Decíamos que la protagonista es el motor de la narración, pero ese motor necesita un combustible. El conflicto en la novela es lo que sirve como combustible y también una de sus piezas centrales.

¿Cómo debe ser el conflicto en la novela?

  • Importante para la protagonista: si la lectora no cree que la protagonista está implicada hasta el tuétano en el conflicto, pasará de ella. Lo cual tiene cierta lógica porque si lo que pasa no le interesa al personaje al que le pasa, ¿por qué iba a interesarle a alguien que solo asiste a los acontecimientos como testigo?
  • Tiene que poner en jaque a dos fuerzas opuestas. Una será siempre la protagonista. La otra será siempre la antagonista. No, no es necesario que protagonista y antagonista sean seres humanos.
  • Esas dos fuerzas opuestas deben estar equilibradas. No es necesario que el equilibrio esté presente desde el principio, pero sí debes trabajar para construirlo a lo largo de la historia. De hecho, la mayor parte de los acontecimientos de la novela suelen funcionar como preparación de la protagonista, de tal manera que cada uno de ellos la acerca más a poder enfrentarse con su antagonista en un plano de igualdad. 
    • Alicia, en Barro, comienza en una situación sicológica muy endeble y por eso se encuentra sometida a su madre. Todo lo que aprende en el mundo fantástico en el que se sumerge le sirve para hacerse más fuerte y para tomar decisiones por sí misma.

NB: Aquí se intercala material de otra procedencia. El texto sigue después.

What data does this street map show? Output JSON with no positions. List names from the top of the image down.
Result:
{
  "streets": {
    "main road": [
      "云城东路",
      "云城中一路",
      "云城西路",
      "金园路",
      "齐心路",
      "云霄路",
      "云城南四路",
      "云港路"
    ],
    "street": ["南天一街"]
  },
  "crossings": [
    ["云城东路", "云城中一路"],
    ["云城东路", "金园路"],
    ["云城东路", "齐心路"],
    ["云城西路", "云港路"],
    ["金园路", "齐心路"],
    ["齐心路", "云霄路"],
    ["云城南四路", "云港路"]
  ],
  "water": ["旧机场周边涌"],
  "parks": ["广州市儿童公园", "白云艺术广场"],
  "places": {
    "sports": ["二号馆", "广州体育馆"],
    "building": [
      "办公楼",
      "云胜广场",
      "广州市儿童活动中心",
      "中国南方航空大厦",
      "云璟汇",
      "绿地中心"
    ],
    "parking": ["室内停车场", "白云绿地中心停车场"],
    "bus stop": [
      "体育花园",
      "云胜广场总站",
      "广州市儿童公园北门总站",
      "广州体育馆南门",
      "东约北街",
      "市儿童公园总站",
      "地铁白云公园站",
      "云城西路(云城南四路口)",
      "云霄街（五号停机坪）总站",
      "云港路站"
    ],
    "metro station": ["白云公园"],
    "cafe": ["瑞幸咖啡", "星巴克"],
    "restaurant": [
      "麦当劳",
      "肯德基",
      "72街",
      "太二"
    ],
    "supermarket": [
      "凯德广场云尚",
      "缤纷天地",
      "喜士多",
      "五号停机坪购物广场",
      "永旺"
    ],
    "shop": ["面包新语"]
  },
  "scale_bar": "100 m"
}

Cuándo aparece y cuándo se resuelve el conflicto en la novela

Cuando debe aparecer el conflicto en la novela

Cuanto antes aparezca el conflicto principal, mejor. Al menos como regla general. Al inicio de tu novela tendrás que plantear la cuestión principal sobre la que trata. Para que la lectora sepa por qué merece la pena seguir leyendo. Algunos elementos que ayudan:

  • Que el inicio sea impactante.
  • Que el marco espacio-temporal esté claro.
  • Que se sepa quién va a estar involucrada en la trama.

De nuevo, todo esto no es imprescindible. Ayuda. Mucho. Pero que el inicio sea impactante no significa que debas colocar doce explosiones en la primera página. En Barro el inicio es gris, pero te da pistas acerca de lo muy mal que van las cosas. 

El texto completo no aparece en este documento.